Bu noktada Fantasy Life‘a geçmiş oldum. Başta bir rahatlama hissettim. Bu oyun, birçok benzer unsura sahip olmasına rağmen çok daha akıcı bir yaşam simülasyonu sunuyordu. Saatlerce yumurta topladım ve ağaç kestiğim anlar oldu, ardında tüm bunlarla ilgili bir elektronik tablo tutmak zorunda olmadığım için mutluydum. Ancak, görevlerimde sıkılmaya başladıkça aklım tekrar Rune Factory‘ye dönmeye başladı. Tamamen otomatik hale gelen köylerimi özlüyorum ve onları destekleyen birçok istatistik için can atıyordum. Sürekli bir ilerleme hissi veren karmaşık RPG unsurlarına duyduğum özlem, hayal ettiğim dijital yaşama dönüşüme neden oldu.

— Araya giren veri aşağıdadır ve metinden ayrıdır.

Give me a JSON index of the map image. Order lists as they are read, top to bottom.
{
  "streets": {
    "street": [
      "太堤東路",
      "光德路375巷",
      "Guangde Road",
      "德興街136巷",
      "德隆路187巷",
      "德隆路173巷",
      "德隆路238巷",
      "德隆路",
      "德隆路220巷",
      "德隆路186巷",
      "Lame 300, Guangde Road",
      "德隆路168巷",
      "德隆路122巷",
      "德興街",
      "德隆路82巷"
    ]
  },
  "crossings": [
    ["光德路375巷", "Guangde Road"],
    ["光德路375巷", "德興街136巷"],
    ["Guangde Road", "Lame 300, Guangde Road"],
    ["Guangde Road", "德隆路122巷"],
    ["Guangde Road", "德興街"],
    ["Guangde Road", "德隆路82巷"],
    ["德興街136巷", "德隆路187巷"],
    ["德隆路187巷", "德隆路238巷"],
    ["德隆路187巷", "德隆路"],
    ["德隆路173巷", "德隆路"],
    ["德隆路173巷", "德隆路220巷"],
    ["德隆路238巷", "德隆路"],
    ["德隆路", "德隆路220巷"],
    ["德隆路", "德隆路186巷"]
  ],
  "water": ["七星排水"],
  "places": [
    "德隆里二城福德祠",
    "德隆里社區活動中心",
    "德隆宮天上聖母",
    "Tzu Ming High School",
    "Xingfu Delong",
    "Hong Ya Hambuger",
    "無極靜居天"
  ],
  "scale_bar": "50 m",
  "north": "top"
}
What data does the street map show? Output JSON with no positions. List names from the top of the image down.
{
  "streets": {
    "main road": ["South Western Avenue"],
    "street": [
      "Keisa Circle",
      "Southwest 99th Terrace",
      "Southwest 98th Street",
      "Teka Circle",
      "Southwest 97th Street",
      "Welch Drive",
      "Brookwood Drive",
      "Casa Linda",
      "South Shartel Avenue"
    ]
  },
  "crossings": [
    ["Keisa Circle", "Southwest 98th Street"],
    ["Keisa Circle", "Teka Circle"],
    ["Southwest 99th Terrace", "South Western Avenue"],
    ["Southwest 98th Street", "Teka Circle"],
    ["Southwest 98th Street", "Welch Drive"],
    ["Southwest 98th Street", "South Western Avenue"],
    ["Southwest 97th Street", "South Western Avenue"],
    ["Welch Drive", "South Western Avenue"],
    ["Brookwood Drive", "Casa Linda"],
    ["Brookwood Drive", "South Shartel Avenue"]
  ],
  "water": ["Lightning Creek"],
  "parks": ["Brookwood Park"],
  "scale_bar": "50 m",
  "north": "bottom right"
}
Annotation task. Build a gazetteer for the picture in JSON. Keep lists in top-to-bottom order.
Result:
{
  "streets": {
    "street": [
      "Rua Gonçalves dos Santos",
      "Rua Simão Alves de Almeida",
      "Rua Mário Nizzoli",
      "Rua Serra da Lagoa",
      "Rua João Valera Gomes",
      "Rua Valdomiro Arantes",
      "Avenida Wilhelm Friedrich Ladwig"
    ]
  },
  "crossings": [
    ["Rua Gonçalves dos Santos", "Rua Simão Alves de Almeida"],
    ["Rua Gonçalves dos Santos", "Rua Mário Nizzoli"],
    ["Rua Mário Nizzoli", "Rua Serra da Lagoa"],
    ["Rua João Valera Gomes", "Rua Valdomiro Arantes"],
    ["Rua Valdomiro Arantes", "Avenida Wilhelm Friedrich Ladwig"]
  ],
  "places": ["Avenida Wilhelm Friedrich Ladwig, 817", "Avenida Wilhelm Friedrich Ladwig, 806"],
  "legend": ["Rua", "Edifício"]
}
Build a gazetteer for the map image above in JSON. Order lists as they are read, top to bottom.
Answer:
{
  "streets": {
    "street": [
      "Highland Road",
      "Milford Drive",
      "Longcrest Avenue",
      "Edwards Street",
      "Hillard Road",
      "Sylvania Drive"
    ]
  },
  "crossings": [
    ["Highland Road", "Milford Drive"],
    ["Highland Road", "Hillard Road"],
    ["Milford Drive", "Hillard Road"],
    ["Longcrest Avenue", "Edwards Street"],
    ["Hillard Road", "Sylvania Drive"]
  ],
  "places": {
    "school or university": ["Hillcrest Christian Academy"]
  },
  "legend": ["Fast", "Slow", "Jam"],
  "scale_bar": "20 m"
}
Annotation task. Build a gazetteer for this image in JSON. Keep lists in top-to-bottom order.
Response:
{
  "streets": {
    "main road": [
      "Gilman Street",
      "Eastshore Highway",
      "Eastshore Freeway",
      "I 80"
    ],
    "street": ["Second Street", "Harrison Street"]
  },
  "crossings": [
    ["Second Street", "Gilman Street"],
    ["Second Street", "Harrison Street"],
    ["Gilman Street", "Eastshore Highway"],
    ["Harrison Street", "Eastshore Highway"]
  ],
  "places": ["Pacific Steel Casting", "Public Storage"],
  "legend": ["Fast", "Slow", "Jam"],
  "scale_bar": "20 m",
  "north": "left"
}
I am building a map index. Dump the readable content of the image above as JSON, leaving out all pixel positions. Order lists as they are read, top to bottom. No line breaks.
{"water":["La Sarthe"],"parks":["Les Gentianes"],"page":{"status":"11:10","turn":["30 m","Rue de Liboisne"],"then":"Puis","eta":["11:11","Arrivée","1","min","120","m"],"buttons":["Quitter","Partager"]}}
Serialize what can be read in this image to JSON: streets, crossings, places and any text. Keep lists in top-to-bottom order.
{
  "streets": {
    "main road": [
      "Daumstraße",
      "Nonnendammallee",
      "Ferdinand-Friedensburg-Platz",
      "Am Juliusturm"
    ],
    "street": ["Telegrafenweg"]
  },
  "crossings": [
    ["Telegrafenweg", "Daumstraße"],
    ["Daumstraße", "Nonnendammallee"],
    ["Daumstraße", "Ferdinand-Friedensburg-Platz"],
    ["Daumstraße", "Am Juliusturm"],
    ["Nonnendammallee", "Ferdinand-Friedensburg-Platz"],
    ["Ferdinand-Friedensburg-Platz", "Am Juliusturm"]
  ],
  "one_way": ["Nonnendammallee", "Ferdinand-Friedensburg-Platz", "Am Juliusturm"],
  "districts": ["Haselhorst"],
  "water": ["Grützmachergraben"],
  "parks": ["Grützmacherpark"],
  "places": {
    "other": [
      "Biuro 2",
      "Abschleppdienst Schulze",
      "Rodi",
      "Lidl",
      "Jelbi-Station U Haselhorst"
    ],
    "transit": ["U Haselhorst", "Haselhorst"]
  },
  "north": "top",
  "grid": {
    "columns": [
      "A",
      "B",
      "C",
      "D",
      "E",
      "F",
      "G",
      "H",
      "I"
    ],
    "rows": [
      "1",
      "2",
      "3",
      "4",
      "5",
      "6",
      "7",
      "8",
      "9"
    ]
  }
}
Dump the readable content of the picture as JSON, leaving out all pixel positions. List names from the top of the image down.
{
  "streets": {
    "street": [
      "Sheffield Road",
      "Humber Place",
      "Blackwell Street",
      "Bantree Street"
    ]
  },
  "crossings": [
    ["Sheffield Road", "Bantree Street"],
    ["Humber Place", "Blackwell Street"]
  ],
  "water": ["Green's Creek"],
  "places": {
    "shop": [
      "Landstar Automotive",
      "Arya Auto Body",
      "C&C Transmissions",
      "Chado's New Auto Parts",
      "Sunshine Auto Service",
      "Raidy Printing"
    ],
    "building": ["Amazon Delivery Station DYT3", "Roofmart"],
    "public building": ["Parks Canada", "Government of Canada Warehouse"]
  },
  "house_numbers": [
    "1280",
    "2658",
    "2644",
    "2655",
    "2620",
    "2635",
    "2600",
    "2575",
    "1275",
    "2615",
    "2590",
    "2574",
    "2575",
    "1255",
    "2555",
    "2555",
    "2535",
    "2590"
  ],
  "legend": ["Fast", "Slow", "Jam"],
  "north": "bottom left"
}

Çekici olan, Guardians of Azuma’da mümkün olan inanılmaz otomasyon hissiydi. Oynadığım benzer oyunların çoğunda, dünyanın dönmesi için sürekli müdahale etmem gerekiyordu. Çiçekleri sulamak, mahsulleri hasat etmek ve tüccarlarla pazarlık yapmak zorundaydım. Burada, dört kentin yöneticisi gibi hissediyorum; yeterli altyapıya yatırım yaptığım sürece her şey kendi kendini yürütebiliyor. Eğer evler inşa edersem, daha yetenekli işçiler edinebilirim. Eğer işletmeler kurarsam, onlar kasabanın schasya gelir sağlıyor. Eğer tarım için toprak serersem, çiftçilerimin gerisini halledeceğinden eminim. Rolüm, bu kasabaların ekonomisini başlatan bir finansör olarak dönüşüyor. Hızla gerçekleştiğinde, dünyada olup bitenlerin benimle birlikte yürüdüğünü hissetmek, bir video oyununda duyulan nadir ve güzel bir his.
Elbette, işlevsel kasabalar yaratmadığım zamanlarda bile yapacak çok işim var. Hikayenin aksiyon kısmı beni uçan adalara götürüp orklara ve tanukilere karşı savaşmaya zorluyor. Dövüşler oldukça tekrarlayıcı; çoğunlukla saldırmak için bir tuşa basmak ve yavaş hareket ile karşı ataklar için zamanlama yapmak yeterli, ama zamanla buna da alıştım. Yoğun beceri ağaçları, geliştirilmesi gereken ekipmanlar ve hikaye ile açılan davullar ve şemsiyeler gibi araçlara bağlı büyüler öğrenmek için ciddi bir karakter geliştirme süreci var. Çoğu dövüşüm, rakiplerin zayıf noktalarına oklarla saldırmak ve çift kılıçla kesmekten ibaret olurken, ayrıca ekipmanlarım üzerinde büyük kontrol sağlıyorum; yanımda altı üye ile bağımla.
Ama açıkçası, hikayeyi sonunda görmek için acelem yok. Başlangıçta onu geçmeye çalıştıktan sonra, köylerimi parça parça geliştirmem daha keyifli geldi. Dünyada bana daha fazla yiyecek ve dekorasyon tarifi sunan kurbağa heykelleri arıyorum. Mümkün olduğunca çok canavarı evcilleştirip, kasabalarında dolaşan ve ürünler üreten çiftlik hayvanlarına dönüştürmek için çabalıyorum. Aylardır her birinin yan hikayelerini oldukça uzun süre geçirmeden evlenmeyi düşünüyorum; bunlar çoğu zaman ana görevden çok daha ilgi çekici oluyor. Ve en önemlisi, her yeni güne uyanıp ekranımın köşesinde ne kadar ürün yetiştirdiğimi gören uzun bir listeyle karşılaşmak beni çok mutlu ediyor.
Guardians of Azuma, oyunculardan birçok sabır gerektiriyor ve bu da Rune Factory serisinin muhteşem bir sanat tarzı sunmasına rağmen nişinde kalmasının nedenlerden biri olabilir; yine de ilk döngüler için şans tanıyorsanız, zihninizden çıkması zor olacaktır.
Rune Factory: Guardians of Azuma, 5 Haziran’da Nintendo Switch, Nintendo Switch 2 ve PC platformları için piyasaya çıkıyor.